Each entry here is to be restated word for word.

## Exercise data
....................

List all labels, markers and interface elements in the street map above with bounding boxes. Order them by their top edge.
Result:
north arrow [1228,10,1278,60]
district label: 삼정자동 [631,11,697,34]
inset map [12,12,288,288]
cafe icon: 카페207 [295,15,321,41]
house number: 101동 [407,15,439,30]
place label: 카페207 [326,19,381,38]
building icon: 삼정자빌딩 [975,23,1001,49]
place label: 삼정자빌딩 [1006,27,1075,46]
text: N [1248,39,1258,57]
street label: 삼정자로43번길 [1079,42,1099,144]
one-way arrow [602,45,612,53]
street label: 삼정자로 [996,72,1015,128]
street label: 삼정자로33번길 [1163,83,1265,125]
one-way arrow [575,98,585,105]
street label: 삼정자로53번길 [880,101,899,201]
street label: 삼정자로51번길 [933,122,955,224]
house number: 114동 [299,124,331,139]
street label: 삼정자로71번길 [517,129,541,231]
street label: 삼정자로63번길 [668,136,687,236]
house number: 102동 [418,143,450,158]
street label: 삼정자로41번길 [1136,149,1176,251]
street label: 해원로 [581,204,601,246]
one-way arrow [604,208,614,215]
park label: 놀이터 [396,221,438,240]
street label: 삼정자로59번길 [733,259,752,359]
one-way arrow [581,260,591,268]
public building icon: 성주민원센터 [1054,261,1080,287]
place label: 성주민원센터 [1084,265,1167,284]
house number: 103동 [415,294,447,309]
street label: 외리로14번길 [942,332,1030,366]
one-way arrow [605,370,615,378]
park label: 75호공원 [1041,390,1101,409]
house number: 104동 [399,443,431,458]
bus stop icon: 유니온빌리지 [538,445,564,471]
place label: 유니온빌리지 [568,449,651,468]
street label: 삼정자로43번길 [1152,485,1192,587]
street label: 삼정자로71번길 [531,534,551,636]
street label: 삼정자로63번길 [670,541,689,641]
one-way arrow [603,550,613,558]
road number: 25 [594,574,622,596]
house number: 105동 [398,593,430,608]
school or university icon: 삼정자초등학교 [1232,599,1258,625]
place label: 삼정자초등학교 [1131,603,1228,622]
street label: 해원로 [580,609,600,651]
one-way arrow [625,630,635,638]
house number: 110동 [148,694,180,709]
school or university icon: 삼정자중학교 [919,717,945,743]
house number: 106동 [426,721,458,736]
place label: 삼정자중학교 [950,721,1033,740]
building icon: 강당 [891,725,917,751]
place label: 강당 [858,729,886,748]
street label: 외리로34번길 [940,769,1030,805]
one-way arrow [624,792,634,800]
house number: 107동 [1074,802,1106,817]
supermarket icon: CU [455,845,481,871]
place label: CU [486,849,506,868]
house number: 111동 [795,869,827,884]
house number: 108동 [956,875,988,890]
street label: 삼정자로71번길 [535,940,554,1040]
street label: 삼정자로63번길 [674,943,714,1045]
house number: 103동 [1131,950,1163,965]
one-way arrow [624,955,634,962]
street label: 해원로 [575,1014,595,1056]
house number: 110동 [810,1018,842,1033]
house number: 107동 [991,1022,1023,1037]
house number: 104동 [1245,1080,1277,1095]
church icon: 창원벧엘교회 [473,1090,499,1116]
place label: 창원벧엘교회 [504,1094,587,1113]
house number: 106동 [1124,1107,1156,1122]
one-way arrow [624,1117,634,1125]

....................

## Finished exercise
List all labels, markers and interface elements in the street map above with bounding boxes. Order them by their top edge.
Result:
north arrow [1228,10,1278,60]
district label: 삼정자동 [631,11,697,34]
inset map [12,12,288,288]
cafe icon: 카페207 [295,15,321,41]
house number: 101동 [407,15,439,30]
place label: 카페207 [326,19,381,38]
building icon: 삼정자빌딩 [975,23,1001,49]
place label: 삼정자빌딩 [1006,27,1075,46]
text: N [1248,39,1258,57]
street label: 삼정자로43번길 [1079,42,1099,144]
one-way arrow [602,45,612,53]
street label: 삼정자로 [996,72,1015,128]
street label: 삼정자로33번길 [1163,83,1265,125]
one-way arrow [575,98,585,105]
street label: 삼정자로53번길 [880,101,899,201]
street label: 삼정자로51번길 [933,122,955,224]
house number: 114동 [299,124,331,139]
street label: 삼정자로71번길 [517,129,541,231]
street label: 삼정자로63번길 [668,136,687,236]
house number: 102동 [418,143,450,158]
street label: 삼정자로41번길 [1136,149,1176,251]
street label: 해원로 [581,204,601,246]
one-way arrow [604,208,614,215]
park label: 놀이터 [396,221,438,240]
street label: 삼정자로59번길 [733,259,752,359]
one-way arrow [581,260,591,268]
public building icon: 성주민원센터 [1054,261,1080,287]
place label: 성주민원센터 [1084,265,1167,284]
house number: 103동 [415,294,447,309]
street label: 외리로14번길 [942,332,1030,366]
one-way arrow [605,370,615,378]
park label: 75호공원 [1041,390,1101,409]
house number: 104동 [399,443,431,458]
bus stop icon: 유니온빌리지 [538,445,564,471]
place label: 유니온빌리지 [568,449,651,468]
street label: 삼정자로43번길 [1152,485,1192,587]
street label: 삼정자로71번길 [531,534,551,636]
street label: 삼정자로63번길 [670,541,689,641]
one-way arrow [603,550,613,558]
road number: 25 [594,574,622,596]
house number: 105동 [398,593,430,608]
school or university icon: 삼정자초등학교 [1232,599,1258,625]
place label: 삼정자초등학교 [1131,603,1228,622]
street label: 해원로 [580,609,600,651]
one-way arrow [625,630,635,638]
house number: 110동 [148,694,180,709]
school or university icon: 삼정자중학교 [919,717,945,743]
house number: 106동 [426,721,458,736]
place label: 삼정자중학교 [950,721,1033,740]
building icon: 강당 [891,725,917,751]
place label: 강당 [858,729,886,748]
street label: 외리로34번길 [940,769,1030,805]
one-way arrow [624,792,634,800]
house number: 107동 [1074,802,1106,817]
supermarket icon: CU [455,845,481,871]
place label: CU [486,849,506,868]
house number: 111동 [795,869,827,884]
house number: 108동 [956,875,988,890]
street label: 삼정자로71번길 [535,940,554,1040]
street label: 삼정자로63번길 [674,943,714,1045]
house number: 103동 [1131,950,1163,965]
one-way arrow [624,955,634,962]
street label: 해원로 [575,1014,595,1056]
house number: 110동 [810,1018,842,1033]
house number: 107동 [991,1022,1023,1037]
house number: 104동 [1245,1080,1277,1095]
church icon: 창원벧엘교회 [473,1090,499,1116]
place label: 창원벧엘교회 [504,1094,587,1113]
house number: 106동 [1124,1107,1156,1122]
one-way arrow [624,1117,634,1125]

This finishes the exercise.